Next, we verify well-foundedness. Suppose that $A$ is a non-empty subset of ${}^{<\omega}\kappa$. If $\emptyset\in A$, then it is the minimal element of $A$, and we are done. Suppose now that this is not the case, and let $n$ be the least natural number for which there exists $x\in A$ with $|x|=n+1$. Put $B:=\{ x\in A\mid |x|=n+1\}$. Next, let $k_0:=\min\{ x(0)\mid  x\in B\}$, and put $B_0:=\{ x\in B\mid x(0)=k_0\}$. Then for $i<n$, let $k_{i+1}:=\min\{ x(i+1)\mid x\in B_i\}$, and put $B_{i+1}:=\{ x\in B_i \mid x(i+1)=k_{i+1}\}$. Then $B_{n}$ is a singleton whose element is the minimal element of $A$. $\square$

Terminology. Let us say that two functions $g,h$ are compatible iff for every $i,j\in\text{dom}(g)\cap\text{dom}(h)$, we have $$g(i)\in g(j)\text{ iff }h(i)\in h(j).$$

Lemma (ZF). Given a function $f:[\kappa]^{<\omega}\rightarrow X$, a (countable) ordinal $\alpha$, and bijection $g:\omega\leftrightarrow\alpha$, denote $$S(f,g):=\{ h\in{}^{<\omega}\kappa\mid g,h\text{ are compatible, and }Im(h)\text{ are indiscenrnibles for }f\}.$$ Then $f$ has a set of indiscernibles of order-type $\alpha$ iff $(S(f,g),\supseteq)$ is not well-founded.

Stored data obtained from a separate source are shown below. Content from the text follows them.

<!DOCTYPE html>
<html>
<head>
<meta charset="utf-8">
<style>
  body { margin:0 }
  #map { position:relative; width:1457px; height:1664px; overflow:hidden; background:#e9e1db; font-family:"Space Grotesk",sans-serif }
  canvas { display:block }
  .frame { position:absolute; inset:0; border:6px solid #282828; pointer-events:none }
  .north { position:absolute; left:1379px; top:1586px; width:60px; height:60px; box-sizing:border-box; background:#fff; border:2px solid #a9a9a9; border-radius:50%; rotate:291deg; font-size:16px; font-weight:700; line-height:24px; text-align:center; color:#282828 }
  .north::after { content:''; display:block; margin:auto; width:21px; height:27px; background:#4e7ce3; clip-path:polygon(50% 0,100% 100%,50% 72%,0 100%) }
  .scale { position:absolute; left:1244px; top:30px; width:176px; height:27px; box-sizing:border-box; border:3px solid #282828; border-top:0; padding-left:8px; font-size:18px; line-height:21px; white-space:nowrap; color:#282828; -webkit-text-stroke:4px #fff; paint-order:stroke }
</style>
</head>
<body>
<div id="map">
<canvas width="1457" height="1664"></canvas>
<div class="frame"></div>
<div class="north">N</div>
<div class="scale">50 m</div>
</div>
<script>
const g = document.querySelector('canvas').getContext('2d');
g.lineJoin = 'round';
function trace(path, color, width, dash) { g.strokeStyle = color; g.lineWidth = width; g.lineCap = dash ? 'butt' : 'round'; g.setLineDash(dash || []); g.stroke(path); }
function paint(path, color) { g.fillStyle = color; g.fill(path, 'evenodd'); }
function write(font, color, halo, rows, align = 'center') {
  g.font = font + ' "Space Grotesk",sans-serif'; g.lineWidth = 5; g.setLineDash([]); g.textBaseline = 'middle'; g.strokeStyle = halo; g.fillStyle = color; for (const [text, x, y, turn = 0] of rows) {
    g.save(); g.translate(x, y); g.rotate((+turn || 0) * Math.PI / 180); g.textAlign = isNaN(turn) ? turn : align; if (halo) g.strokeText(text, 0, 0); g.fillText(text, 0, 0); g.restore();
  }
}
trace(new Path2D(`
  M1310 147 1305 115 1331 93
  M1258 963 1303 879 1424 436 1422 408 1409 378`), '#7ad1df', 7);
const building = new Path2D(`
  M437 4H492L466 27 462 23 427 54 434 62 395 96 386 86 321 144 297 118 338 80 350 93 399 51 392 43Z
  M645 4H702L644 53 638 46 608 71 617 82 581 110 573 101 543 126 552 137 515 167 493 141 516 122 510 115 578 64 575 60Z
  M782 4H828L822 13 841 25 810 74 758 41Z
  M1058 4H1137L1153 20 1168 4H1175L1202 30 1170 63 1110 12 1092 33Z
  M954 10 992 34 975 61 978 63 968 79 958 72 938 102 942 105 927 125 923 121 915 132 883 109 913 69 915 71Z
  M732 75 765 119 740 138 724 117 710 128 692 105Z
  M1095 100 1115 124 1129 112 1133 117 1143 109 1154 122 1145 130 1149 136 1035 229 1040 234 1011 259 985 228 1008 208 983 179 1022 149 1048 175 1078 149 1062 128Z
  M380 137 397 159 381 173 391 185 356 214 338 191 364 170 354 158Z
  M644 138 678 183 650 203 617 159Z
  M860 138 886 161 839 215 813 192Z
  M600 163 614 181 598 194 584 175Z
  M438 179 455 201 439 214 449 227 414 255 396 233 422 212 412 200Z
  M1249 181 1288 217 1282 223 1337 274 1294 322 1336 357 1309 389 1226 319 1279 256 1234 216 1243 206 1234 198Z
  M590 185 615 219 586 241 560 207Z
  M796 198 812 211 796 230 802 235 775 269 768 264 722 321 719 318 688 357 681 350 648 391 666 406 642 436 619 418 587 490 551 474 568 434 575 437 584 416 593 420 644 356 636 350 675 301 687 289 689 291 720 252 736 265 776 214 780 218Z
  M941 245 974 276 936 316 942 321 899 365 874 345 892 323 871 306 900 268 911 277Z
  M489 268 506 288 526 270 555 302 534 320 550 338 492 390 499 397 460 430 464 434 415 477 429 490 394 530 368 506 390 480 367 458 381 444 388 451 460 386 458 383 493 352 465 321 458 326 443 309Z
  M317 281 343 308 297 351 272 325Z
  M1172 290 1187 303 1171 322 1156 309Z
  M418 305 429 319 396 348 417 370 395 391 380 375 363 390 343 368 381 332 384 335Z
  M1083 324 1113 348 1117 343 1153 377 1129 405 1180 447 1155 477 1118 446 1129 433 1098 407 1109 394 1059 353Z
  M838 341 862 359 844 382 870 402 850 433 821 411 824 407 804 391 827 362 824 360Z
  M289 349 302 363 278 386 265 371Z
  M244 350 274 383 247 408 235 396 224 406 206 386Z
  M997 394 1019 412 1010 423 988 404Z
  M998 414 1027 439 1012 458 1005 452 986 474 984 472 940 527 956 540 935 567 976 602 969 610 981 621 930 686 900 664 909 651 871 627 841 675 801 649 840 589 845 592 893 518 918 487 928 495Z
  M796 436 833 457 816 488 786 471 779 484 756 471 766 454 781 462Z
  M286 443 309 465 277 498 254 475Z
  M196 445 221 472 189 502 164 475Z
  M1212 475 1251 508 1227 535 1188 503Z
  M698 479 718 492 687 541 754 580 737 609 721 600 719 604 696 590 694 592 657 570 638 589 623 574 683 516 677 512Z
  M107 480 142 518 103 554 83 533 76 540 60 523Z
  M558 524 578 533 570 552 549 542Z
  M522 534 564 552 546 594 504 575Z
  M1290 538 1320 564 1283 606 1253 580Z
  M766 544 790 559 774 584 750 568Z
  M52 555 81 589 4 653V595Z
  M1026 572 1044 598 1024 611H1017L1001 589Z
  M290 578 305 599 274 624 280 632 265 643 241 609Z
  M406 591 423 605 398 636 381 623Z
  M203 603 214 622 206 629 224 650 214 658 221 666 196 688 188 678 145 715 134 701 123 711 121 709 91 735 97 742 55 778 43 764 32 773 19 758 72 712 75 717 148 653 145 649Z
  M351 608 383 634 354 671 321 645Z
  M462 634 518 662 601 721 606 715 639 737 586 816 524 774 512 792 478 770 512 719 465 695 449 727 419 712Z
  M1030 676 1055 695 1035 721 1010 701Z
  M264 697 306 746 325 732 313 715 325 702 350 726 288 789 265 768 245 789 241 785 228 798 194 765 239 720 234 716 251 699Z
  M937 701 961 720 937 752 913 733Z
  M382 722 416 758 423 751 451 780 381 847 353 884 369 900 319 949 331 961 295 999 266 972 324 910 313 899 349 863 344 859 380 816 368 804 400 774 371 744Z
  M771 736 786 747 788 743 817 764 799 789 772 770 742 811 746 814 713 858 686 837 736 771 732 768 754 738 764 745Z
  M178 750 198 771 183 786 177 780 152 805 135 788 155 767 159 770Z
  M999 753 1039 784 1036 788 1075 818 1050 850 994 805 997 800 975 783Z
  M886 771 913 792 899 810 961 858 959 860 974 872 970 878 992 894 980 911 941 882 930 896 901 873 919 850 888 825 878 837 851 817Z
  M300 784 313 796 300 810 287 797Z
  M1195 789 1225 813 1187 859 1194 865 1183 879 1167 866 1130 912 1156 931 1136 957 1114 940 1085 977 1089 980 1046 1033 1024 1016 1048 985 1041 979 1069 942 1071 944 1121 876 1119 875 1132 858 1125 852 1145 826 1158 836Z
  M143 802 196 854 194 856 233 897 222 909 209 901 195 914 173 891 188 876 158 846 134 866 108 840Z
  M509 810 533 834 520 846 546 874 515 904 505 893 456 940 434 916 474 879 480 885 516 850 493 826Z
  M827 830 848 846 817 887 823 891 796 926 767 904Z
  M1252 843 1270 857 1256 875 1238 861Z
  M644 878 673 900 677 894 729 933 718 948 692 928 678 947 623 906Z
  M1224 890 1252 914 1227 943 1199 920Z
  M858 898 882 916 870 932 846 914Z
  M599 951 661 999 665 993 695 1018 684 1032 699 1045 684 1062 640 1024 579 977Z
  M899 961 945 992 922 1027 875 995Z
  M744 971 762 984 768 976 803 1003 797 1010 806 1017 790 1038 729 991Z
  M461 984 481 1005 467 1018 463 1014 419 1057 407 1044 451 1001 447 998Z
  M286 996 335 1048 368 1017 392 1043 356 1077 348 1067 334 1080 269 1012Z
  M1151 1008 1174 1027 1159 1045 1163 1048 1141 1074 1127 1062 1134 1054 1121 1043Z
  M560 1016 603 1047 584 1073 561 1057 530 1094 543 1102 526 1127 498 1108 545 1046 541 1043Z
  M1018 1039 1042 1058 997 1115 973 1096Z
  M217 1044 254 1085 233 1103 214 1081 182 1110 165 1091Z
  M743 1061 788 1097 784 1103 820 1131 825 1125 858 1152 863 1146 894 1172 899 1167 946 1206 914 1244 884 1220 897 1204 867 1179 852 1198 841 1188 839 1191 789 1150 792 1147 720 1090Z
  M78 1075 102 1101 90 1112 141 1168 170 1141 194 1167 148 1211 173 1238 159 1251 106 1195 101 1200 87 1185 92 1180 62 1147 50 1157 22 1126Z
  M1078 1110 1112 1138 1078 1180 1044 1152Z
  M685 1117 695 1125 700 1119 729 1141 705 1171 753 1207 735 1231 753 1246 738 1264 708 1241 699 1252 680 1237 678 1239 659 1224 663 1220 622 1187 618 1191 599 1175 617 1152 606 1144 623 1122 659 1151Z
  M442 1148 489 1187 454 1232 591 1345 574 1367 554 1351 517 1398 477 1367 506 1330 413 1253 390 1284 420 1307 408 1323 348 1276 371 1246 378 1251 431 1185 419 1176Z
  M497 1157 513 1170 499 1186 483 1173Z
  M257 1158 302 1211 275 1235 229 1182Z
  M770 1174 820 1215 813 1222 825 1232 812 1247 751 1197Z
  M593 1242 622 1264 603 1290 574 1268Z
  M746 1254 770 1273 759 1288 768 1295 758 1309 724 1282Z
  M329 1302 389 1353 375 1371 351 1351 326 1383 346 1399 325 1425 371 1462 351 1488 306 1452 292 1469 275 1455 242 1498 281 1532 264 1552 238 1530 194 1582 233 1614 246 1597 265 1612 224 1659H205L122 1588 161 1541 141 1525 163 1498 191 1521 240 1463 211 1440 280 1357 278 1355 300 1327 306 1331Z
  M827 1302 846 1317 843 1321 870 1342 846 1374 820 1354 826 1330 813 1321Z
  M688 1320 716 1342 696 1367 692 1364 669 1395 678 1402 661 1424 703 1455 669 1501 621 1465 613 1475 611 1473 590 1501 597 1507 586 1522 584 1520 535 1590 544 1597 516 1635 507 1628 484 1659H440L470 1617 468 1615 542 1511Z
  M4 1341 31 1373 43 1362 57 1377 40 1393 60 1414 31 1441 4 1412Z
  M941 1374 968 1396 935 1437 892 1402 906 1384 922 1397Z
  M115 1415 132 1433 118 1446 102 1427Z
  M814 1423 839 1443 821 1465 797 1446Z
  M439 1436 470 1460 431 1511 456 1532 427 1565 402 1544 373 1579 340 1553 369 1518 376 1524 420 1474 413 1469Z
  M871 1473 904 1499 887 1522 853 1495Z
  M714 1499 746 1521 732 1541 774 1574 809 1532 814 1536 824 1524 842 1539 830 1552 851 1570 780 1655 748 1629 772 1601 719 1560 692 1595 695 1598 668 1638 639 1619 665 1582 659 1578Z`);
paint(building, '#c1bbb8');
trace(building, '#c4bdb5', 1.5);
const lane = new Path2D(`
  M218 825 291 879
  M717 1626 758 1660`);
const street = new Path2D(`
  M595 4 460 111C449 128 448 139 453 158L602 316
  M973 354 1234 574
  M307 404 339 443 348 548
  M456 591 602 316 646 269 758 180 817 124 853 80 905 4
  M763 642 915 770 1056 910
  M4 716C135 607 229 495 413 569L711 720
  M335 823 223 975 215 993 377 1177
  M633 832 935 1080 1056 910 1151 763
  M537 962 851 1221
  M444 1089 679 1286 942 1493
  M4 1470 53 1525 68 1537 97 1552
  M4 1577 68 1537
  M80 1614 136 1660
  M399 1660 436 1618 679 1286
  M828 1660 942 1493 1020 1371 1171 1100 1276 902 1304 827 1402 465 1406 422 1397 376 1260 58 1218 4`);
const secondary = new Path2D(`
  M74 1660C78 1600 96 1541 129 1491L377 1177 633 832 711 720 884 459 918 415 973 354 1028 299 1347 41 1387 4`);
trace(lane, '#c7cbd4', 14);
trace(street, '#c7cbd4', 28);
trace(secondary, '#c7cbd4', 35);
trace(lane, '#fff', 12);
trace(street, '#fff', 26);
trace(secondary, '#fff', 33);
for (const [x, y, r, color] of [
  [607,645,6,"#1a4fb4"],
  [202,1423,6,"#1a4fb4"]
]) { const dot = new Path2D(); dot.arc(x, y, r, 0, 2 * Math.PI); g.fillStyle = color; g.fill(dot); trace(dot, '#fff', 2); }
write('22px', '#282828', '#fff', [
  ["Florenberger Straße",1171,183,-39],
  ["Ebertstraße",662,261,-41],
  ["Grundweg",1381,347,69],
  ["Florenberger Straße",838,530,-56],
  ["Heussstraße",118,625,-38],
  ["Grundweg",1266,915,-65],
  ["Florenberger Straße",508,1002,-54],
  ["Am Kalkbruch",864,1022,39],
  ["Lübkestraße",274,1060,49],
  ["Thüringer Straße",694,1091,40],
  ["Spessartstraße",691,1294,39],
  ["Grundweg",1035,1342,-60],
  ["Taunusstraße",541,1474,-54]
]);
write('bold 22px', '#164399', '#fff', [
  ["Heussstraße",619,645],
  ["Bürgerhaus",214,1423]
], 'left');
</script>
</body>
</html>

Proof. As ${}^{<\omega}\kappa$ admits a well-ordering, we know that $(S(f,g),\supseteq)$ is well-founded iff it does not admit an infinite $\supseteq$-descending chain iff if does not admit an infinite $\subseteq$-increasing chain.
$\Rightarrow$ Suppose that $f$ has a set of indiscernibles of order-type $\alpha$. Fix an order-preserving injection $i:\alpha\rightarrow\kappa$ such that $i“\alpha$ is a set of indiscernibles for $f$. Define $h:\omega\rightarrow\kappa$ by letting $h(n)=i(g(n))$ for all $n<\omega$. As $i$ is order-preserving, we get that $g$ and $h$ are compatible, and then $h\restriction n\in S(f,g)$ for all $n<\omega$. As  $\{ h\restriction n\mid n<\omega\}$ is an increasing $\subseteq$-chain, we infer that  $(S(f,g),\supseteq)$ is not well-founded.
$\Leftarrow$ Suppose that $(S(f,g),\supseteq)$ is not well-founded, and let $\langle h_n\mid n<\omega\rangle$ be an increasing $\subseteq$-chain within $S(f,g)$. Let $h:=\bigcup_{n<\omega}h_n$. Then $\text{dom}(h)=\omega$, and $g,h$ are compatible. Put $I:=Im(h)$. Then $I$ is a set of indiscerinbles for $f$. Finally, since $g,h$ are compatible and $\text{dom}(h)=\text{dom}(g)$, we get that $Im(g)$ and $Im(h)$ has the same order-type. That is $\text{otp}(I)=\alpha$. $\square$

We know that $\Delta_0$ properties (e.g., being an ordinal, being a function) are absolute for all transitive models of $ZF$, and hence $\Sigma_1$ properties are upward absolute, and $\Pi_1$ properties are downward absolute. In particular, $\Delta_1$ properties are absolute. Let us point out that this is indeed the case here:

Suppose that $f,\alpha,g$ are as in the preceding lemma. Then $f$ has a set of indiscernibles of order-type $\alpha$ iff the following $\Pi_1$ formula (with a parameter $S:=S(f,g)$) fails:

$$\forall A[((A\neq\emptyset)\wedge(A\subseteq S))\rightarrow(\exists x\in A\forall y\in A(y\supseteq x\rightarrow y=x))].$$

Recalling the fact that we proved at the beginning of this post, we get as well that $f$ has a set of indiscerinbles of order-type $\alpha$ iff the following $\Sigma_1$ formula (with a parameter $S:=S(f,g)$) fails:

$$\exists\theta\exists\rho[(\theta\text{ is an ordinal})\wedge(\rho:S\rightarrow\theta\text{ is a function})\wedge(\forall x\in S\forall y\in S(x\supsetneq y\rightarrow \rho(x)\in\rho(y))].$$

[Note that the negation of a $\Delta_1$ statement is again $\Delta_1$]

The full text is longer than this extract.